Saved data entries:
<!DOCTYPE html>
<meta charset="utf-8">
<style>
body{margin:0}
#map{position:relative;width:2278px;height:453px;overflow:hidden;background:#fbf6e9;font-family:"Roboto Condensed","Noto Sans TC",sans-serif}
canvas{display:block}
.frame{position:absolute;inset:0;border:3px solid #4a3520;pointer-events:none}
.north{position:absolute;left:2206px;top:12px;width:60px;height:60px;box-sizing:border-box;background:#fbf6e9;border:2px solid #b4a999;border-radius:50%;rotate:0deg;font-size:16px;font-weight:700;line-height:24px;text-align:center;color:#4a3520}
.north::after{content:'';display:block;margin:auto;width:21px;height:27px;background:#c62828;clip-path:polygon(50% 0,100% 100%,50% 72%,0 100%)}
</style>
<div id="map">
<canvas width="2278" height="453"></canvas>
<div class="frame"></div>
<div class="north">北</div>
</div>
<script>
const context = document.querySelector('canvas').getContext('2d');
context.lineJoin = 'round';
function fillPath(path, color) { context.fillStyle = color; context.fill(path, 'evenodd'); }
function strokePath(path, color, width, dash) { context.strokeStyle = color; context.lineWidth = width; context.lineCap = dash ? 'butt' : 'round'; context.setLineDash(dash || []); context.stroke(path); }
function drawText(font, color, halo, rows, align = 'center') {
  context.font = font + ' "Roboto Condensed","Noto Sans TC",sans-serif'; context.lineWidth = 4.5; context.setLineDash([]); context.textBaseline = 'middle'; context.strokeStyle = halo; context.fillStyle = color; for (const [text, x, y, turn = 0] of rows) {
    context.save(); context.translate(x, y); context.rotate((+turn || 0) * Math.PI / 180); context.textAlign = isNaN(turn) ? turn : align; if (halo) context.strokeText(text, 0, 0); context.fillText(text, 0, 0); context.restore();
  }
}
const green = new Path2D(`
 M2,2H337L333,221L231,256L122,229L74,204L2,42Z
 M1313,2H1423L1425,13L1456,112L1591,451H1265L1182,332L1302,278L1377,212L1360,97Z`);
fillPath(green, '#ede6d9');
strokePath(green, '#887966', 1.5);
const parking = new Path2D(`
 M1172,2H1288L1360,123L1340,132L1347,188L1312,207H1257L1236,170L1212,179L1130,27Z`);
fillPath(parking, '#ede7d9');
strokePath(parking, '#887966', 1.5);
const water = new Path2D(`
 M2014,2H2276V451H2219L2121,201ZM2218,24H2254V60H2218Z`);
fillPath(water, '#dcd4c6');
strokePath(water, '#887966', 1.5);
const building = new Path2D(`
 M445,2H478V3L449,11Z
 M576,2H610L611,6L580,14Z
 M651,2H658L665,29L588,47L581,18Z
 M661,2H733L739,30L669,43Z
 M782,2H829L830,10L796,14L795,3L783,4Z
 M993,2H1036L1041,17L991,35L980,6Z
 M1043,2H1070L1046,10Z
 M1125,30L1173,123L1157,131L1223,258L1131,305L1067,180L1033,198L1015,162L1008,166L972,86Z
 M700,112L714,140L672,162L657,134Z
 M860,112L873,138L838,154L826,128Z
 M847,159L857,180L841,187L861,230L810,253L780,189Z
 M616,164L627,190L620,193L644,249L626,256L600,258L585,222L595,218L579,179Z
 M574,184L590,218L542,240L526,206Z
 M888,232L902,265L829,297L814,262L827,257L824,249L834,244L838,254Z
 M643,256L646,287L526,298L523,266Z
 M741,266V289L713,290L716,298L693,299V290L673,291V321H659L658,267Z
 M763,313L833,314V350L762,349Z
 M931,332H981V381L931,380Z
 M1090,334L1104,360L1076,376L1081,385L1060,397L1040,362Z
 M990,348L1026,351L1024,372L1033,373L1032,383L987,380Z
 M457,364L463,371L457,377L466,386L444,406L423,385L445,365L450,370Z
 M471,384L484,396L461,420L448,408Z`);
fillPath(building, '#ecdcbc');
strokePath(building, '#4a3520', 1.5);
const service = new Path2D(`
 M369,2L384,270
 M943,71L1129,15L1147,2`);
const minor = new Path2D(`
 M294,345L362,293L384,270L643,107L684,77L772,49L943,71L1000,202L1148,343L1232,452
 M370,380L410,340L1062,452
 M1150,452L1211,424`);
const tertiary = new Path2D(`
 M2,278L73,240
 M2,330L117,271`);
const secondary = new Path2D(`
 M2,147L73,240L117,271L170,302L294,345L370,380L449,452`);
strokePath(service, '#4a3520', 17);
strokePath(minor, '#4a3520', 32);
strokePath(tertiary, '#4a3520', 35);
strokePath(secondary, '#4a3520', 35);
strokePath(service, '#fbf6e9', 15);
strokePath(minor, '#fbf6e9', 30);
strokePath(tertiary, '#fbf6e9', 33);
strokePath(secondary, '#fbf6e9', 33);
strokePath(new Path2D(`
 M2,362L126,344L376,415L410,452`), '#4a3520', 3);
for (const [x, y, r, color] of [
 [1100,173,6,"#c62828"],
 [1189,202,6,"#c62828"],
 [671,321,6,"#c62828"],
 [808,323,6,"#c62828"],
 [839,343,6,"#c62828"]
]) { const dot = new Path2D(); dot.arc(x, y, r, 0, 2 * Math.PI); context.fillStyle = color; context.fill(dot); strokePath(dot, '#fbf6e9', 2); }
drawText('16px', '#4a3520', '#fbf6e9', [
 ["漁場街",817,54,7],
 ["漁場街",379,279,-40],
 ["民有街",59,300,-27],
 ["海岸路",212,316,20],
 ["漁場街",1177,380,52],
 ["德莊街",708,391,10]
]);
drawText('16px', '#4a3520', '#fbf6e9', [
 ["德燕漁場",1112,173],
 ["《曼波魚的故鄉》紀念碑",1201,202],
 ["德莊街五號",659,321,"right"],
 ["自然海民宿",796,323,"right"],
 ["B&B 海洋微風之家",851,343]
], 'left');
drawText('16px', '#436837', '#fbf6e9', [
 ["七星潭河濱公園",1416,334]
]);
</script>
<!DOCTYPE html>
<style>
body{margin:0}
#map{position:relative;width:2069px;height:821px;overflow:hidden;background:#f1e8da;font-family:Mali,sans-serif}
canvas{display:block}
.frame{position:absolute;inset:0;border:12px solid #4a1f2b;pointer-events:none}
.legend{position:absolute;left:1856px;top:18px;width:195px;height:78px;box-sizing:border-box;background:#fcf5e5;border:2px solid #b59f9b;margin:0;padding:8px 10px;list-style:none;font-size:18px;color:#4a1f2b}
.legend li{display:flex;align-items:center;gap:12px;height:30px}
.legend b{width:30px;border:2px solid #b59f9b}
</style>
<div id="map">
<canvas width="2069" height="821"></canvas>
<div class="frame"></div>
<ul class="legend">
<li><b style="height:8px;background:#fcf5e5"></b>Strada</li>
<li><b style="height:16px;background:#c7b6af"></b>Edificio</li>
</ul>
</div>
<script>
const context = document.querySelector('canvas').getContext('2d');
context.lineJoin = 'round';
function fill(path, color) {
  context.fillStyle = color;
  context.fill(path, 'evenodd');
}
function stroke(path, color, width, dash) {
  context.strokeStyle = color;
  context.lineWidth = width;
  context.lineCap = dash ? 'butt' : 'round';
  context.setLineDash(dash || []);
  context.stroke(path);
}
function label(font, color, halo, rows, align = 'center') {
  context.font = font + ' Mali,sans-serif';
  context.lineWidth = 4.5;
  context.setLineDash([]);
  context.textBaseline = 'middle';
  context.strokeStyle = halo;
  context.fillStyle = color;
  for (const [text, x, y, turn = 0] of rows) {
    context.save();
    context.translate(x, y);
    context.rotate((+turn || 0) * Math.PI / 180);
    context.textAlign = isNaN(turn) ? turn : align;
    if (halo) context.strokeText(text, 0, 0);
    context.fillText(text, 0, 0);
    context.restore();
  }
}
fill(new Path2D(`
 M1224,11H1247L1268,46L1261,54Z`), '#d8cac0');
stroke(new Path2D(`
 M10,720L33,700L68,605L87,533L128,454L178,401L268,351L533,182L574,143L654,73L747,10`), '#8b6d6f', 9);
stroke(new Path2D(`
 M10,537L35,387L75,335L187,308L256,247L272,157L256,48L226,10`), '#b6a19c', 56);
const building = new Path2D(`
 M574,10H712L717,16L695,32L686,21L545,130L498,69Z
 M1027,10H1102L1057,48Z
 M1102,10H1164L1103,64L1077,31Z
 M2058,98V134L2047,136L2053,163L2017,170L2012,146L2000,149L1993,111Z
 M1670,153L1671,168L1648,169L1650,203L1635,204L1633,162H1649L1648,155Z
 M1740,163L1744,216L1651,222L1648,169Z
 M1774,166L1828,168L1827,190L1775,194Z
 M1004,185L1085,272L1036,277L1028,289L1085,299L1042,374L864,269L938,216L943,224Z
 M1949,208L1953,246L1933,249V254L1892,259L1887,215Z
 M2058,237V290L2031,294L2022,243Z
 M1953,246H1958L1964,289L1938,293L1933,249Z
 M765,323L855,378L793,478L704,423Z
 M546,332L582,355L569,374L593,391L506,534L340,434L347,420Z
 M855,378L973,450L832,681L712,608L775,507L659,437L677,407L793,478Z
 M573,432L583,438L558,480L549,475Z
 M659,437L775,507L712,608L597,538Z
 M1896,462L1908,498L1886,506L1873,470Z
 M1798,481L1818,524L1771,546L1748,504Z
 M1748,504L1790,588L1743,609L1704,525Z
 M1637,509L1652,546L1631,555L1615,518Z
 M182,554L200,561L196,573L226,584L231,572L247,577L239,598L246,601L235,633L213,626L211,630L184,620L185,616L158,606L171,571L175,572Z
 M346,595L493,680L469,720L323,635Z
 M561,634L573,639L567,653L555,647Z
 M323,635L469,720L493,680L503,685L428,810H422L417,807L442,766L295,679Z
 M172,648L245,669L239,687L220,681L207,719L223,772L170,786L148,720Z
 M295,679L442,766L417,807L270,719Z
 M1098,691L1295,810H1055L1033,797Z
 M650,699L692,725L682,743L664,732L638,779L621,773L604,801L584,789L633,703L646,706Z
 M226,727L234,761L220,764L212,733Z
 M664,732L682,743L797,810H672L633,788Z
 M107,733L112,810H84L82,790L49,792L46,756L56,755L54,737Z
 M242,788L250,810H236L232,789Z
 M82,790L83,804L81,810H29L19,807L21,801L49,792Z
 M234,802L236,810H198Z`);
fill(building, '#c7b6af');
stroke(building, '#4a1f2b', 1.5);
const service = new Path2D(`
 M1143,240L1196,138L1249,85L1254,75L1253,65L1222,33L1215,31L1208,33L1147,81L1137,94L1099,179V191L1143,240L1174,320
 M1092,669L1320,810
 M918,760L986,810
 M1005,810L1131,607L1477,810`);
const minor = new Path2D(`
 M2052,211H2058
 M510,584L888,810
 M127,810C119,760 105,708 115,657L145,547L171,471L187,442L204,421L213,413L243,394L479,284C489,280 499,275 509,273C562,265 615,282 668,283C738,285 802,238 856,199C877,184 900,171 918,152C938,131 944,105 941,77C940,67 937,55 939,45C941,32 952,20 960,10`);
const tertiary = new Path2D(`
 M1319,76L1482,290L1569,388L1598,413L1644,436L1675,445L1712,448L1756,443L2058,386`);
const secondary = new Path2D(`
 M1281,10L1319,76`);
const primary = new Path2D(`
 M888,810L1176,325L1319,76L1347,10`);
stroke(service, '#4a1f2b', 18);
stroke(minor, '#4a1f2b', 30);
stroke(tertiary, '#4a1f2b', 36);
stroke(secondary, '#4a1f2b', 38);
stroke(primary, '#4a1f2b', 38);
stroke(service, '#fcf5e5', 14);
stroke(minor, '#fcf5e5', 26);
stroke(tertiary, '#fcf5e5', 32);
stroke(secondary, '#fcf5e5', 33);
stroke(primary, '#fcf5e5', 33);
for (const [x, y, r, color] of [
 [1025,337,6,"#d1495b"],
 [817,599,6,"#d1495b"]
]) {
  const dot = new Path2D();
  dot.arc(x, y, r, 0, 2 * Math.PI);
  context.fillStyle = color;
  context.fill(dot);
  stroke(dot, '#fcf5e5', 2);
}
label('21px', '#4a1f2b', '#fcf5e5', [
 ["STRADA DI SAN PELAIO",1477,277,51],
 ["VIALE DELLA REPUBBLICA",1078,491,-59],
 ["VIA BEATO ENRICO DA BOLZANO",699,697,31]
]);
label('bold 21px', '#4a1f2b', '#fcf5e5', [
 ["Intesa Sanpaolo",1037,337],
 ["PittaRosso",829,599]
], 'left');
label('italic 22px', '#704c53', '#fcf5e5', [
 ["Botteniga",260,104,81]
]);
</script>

PROBLEM DETAILS> Of all the entries above, repeat only the lines from the line that has "M1027,10H1102L1057,48Z" to the line that has "M510,584L888,810", both lines included, exactly.

WORKED SOLUTION>
 M1027,10H1102L1057,48Z
 M1102,10H1164L1103,64L1077,31Z
 M2058,98V134L2047,136L2053,163L2017,170L2012,146L2000,149L1993,111Z
 M1670,153L1671,168L1648,169L1650,203L1635,204L1633,162H1649L1648,155Z
 M1740,163L1744,216L1651,222L1648,169Z
 M1774,166L1828,168L1827,190L1775,194Z
 M1004,185L1085,272L1036,277L1028,289L1085,299L1042,374L864,269L938,216L943,224Z
 M1949,208L1953,246L1933,249V254L1892,259L1887,215Z
 M2058,237V290L2031,294L2022,243Z
 M1953,246H1958L1964,289L1938,293L1933,249Z
 M765,323L855,378L793,478L704,423Z
 M546,332L582,355L569,374L593,391L506,534L340,434L347,420Z
 M855,378L973,450L832,681L712,608L775,507L659,437L677,407L793,478Z
 M573,432L583,438L558,480L549,475Z
 M659,437L775,507L712,608L597,538Z
 M1896,462L1908,498L1886,506L1873,470Z
 M1798,481L1818,524L1771,546L1748,504Z
 M1748,504L1790,588L1743,609L1704,525Z
 M1637,509L1652,546L1631,555L1615,518Z
 M182,554L200,561L196,573L226,584L231,572L247,577L239,598L246,601L235,633L213,626L211,630L184,620L185,616L158,606L171,571L175,572Z
 M346,595L493,680L469,720L323,635Z
 M561,634L573,639L567,653L555,647Z
 M323,635L469,720L493,680L503,685L428,810H422L417,807L442,766L295,679Z
 M172,648L245,669L239,687L220,681L207,719L223,772L170,786L148,720Z
 M295,679L442,766L417,807L270,719Z
 M1098,691L1295,810H1055L1033,797Z
 M650,699L692,725L682,743L664,732L638,779L621,773L604,801L584,789L633,703L646,706Z
 M226,727L234,761L220,764L212,733Z
 M664,732L682,743L797,810H672L633,788Z
 M107,733L112,810H84L82,790L49,792L46,756L56,755L54,737Z
 M242,788L250,810H236L232,789Z
 M82,790L83,804L81,810H29L19,807L21,801L49,792Z
 M234,802L236,810H198Z`);
fill(building, '#c7b6af');
stroke(building, '#4a1f2b', 1.5);
const service = new Path2D(`
 M1143,240L1196,138L1249,85L1254,75L1253,65L1222,33L1215,31L1208,33L1147,81L1137,94L1099,179V191L1143,240L1174,320
 M1092,669L1320,810
 M918,760L986,810
 M1005,810L1131,607L1477,810`);
const minor = new Path2D(`
 M2052,211H2058
 M510,584L888,810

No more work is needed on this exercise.